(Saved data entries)
Start of Block

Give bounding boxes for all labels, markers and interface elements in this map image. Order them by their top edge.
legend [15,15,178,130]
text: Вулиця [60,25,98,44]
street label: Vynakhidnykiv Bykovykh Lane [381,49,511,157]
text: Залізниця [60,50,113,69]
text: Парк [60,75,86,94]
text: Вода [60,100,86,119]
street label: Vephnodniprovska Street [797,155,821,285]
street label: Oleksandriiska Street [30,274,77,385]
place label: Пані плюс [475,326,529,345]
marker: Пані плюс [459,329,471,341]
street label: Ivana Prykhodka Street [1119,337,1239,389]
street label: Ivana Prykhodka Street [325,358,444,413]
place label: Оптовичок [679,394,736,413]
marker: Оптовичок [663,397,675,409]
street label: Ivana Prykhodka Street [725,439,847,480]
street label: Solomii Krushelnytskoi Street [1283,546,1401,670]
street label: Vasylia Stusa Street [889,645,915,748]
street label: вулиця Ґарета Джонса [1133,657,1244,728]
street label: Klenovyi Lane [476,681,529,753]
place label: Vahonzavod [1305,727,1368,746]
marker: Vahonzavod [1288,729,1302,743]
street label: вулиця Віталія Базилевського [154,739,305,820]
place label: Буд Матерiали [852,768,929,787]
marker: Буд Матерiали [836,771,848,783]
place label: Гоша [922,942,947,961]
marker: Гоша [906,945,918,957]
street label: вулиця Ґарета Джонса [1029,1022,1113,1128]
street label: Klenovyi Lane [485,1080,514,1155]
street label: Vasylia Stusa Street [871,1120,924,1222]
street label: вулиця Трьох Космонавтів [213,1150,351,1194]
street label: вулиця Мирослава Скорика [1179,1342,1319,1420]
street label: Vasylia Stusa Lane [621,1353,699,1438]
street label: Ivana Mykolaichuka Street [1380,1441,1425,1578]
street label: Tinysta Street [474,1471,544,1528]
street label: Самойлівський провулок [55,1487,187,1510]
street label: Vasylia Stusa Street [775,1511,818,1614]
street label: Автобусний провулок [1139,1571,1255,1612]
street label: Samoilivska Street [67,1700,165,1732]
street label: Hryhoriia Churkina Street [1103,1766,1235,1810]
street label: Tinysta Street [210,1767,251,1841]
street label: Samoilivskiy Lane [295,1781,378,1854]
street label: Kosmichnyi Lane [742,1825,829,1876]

End of Block

_EXERCISE:_ Return all the data above once more, precisely as given.

_ANSWER BOX:_
Give bounding boxes for all labels, markers and interface elements in this map image. Order them by their top edge.
legend [15,15,178,130]
text: Вулиця [60,25,98,44]
street label: Vynakhidnykiv Bykovykh Lane [381,49,511,157]
text: Залізниця [60,50,113,69]
text: Парк [60,75,86,94]
text: Вода [60,100,86,119]
street label: Vephnodniprovska Street [797,155,821,285]
street label: Oleksandriiska Street [30,274,77,385]
place label: Пані плюс [475,326,529,345]
marker: Пані плюс [459,329,471,341]
street label: Ivana Prykhodka Street [1119,337,1239,389]
street label: Ivana Prykhodka Street [325,358,444,413]
place label: Оптовичок [679,394,736,413]
marker: Оптовичок [663,397,675,409]
street label: Ivana Prykhodka Street [725,439,847,480]
street label: Solomii Krushelnytskoi Street [1283,546,1401,670]
street label: Vasylia Stusa Street [889,645,915,748]
street label: вулиця Ґарета Джонса [1133,657,1244,728]
street label: Klenovyi Lane [476,681,529,753]
place label: Vahonzavod [1305,727,1368,746]
marker: Vahonzavod [1288,729,1302,743]
street label: вулиця Віталія Базилевського [154,739,305,820]
place label: Буд Матерiали [852,768,929,787]
marker: Буд Матерiали [836,771,848,783]
place label: Гоша [922,942,947,961]
marker: Гоша [906,945,918,957]
street label: вулиця Ґарета Джонса [1029,1022,1113,1128]
street label: Klenovyi Lane [485,1080,514,1155]
street label: Vasylia Stusa Street [871,1120,924,1222]
street label: вулиця Трьох Космонавтів [213,1150,351,1194]
street label: вулиця Мирослава Скорика [1179,1342,1319,1420]
street label: Vasylia Stusa Lane [621,1353,699,1438]
street label: Ivana Mykolaichuka Street [1380,1441,1425,1578]
street label: Tinysta Street [474,1471,544,1528]
street label: Самойлівський провулок [55,1487,187,1510]
street label: Vasylia Stusa Street [775,1511,818,1614]
street label: Автобусний провулок [1139,1571,1255,1612]
street label: Samoilivska Street [67,1700,165,1732]
street label: Hryhoriia Churkina Street [1103,1766,1235,1810]
street label: Tinysta Street [210,1767,251,1841]
street label: Samoilivskiy Lane [295,1781,378,1854]
street label: Kosmichnyi Lane [742,1825,829,1876]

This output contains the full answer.